Which lines below mention "Summarize"? Pick each one out.

» Dataset extract:
* * * *

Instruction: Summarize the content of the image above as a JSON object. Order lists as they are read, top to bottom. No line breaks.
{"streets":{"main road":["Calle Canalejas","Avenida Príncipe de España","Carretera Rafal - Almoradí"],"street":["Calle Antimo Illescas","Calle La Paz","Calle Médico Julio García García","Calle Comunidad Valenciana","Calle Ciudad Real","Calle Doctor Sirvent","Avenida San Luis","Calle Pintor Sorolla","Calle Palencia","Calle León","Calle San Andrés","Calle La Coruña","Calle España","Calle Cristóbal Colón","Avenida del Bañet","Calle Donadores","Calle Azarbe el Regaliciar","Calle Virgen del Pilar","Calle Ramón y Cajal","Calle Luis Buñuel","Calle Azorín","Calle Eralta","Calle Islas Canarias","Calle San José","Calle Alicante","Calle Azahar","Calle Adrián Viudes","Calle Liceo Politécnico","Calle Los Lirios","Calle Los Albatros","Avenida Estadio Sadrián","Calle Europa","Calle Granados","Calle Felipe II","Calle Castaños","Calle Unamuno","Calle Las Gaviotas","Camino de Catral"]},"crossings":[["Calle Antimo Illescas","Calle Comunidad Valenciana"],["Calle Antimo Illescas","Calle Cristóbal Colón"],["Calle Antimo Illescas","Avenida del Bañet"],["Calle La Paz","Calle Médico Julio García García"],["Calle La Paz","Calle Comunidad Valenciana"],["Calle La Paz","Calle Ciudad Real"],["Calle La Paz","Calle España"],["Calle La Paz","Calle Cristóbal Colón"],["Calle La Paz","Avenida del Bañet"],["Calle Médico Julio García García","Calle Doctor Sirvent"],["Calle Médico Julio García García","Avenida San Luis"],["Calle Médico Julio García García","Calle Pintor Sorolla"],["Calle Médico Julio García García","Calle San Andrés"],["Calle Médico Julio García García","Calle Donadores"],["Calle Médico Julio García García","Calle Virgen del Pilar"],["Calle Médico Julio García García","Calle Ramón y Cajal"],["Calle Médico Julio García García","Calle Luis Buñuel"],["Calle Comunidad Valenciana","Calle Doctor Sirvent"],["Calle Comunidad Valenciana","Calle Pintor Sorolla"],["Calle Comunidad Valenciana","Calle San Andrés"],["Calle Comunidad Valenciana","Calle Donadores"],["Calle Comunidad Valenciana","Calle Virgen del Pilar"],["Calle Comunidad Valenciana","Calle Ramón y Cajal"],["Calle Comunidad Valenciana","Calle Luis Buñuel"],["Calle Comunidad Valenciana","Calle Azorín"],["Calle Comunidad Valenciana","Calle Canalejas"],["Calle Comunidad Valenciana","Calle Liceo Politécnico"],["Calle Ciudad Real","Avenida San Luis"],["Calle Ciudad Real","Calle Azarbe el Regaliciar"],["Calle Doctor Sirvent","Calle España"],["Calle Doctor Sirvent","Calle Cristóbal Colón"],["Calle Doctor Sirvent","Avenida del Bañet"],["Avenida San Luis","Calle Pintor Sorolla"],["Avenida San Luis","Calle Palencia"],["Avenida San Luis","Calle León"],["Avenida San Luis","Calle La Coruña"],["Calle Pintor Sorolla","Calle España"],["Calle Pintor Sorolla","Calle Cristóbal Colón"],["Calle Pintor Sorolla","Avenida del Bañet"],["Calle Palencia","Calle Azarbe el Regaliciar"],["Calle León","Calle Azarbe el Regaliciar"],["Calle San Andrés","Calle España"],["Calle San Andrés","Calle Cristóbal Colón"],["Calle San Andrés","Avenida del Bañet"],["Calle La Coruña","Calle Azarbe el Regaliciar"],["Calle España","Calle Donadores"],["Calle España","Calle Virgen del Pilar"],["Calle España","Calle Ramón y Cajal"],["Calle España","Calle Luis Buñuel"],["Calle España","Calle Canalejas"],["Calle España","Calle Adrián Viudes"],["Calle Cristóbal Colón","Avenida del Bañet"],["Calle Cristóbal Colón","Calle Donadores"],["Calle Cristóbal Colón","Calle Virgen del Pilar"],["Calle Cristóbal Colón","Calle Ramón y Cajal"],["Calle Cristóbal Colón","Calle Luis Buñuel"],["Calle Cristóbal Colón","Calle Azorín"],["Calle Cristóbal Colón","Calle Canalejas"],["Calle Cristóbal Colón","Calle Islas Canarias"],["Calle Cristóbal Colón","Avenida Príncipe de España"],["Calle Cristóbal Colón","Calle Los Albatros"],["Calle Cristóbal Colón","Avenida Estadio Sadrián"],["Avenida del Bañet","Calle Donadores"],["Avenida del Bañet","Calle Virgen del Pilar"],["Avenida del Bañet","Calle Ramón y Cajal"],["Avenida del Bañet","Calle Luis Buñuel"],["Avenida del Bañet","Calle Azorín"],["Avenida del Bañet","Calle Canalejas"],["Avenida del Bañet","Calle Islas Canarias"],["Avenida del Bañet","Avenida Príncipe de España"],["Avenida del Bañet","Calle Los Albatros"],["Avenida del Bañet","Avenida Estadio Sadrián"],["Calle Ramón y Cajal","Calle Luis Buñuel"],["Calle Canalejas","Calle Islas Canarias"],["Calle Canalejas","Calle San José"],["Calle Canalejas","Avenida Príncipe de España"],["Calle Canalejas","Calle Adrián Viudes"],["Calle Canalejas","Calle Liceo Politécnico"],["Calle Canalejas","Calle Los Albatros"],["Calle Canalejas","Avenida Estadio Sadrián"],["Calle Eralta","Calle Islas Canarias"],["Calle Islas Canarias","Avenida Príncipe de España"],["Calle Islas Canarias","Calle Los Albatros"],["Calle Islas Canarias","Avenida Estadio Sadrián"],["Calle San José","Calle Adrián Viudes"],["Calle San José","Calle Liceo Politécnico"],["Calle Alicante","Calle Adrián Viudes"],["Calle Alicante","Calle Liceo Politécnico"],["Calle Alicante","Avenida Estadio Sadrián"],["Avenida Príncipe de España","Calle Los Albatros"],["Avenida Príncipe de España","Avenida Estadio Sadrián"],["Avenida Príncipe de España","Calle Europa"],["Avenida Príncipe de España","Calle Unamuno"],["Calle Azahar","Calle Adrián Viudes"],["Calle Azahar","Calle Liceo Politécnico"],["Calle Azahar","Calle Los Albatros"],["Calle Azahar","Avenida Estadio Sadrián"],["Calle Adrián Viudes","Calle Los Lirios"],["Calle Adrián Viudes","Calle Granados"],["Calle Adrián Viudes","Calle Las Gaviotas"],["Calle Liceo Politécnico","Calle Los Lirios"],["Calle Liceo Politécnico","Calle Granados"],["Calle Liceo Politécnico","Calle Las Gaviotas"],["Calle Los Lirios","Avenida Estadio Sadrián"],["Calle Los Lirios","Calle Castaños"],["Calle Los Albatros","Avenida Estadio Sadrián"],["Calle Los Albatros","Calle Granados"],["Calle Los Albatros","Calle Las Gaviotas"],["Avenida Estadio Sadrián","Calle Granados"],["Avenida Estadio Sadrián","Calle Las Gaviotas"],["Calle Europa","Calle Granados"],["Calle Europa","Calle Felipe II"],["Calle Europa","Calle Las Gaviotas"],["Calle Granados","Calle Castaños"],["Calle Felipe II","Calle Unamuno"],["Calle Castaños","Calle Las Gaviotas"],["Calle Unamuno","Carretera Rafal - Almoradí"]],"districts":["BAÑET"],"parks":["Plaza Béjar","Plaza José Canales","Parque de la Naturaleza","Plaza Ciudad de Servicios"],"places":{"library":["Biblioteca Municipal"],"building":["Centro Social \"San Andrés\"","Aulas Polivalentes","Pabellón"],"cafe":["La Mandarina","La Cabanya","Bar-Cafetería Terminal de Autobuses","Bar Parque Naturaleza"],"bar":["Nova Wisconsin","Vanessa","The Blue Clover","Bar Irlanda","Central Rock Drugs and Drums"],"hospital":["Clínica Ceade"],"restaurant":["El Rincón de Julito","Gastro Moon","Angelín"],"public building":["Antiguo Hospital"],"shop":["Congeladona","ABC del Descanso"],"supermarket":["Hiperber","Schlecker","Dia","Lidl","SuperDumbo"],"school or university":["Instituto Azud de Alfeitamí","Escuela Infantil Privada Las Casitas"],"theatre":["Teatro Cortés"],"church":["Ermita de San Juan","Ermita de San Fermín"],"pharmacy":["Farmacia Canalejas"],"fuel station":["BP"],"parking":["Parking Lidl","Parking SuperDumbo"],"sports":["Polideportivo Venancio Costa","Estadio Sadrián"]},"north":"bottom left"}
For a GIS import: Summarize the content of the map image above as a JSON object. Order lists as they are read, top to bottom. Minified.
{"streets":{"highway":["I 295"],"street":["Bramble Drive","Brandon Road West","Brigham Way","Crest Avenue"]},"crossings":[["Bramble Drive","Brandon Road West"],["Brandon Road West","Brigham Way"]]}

* * * *

» Solution to this exercise:
Instruction: Summarize the content of the image above as a JSON object. Order lists as they are read, top to bottom. No line breaks.
For a GIS import: Summarize the content of the map image above as a JSON object. Order lists as they are read, top to bottom. Minified.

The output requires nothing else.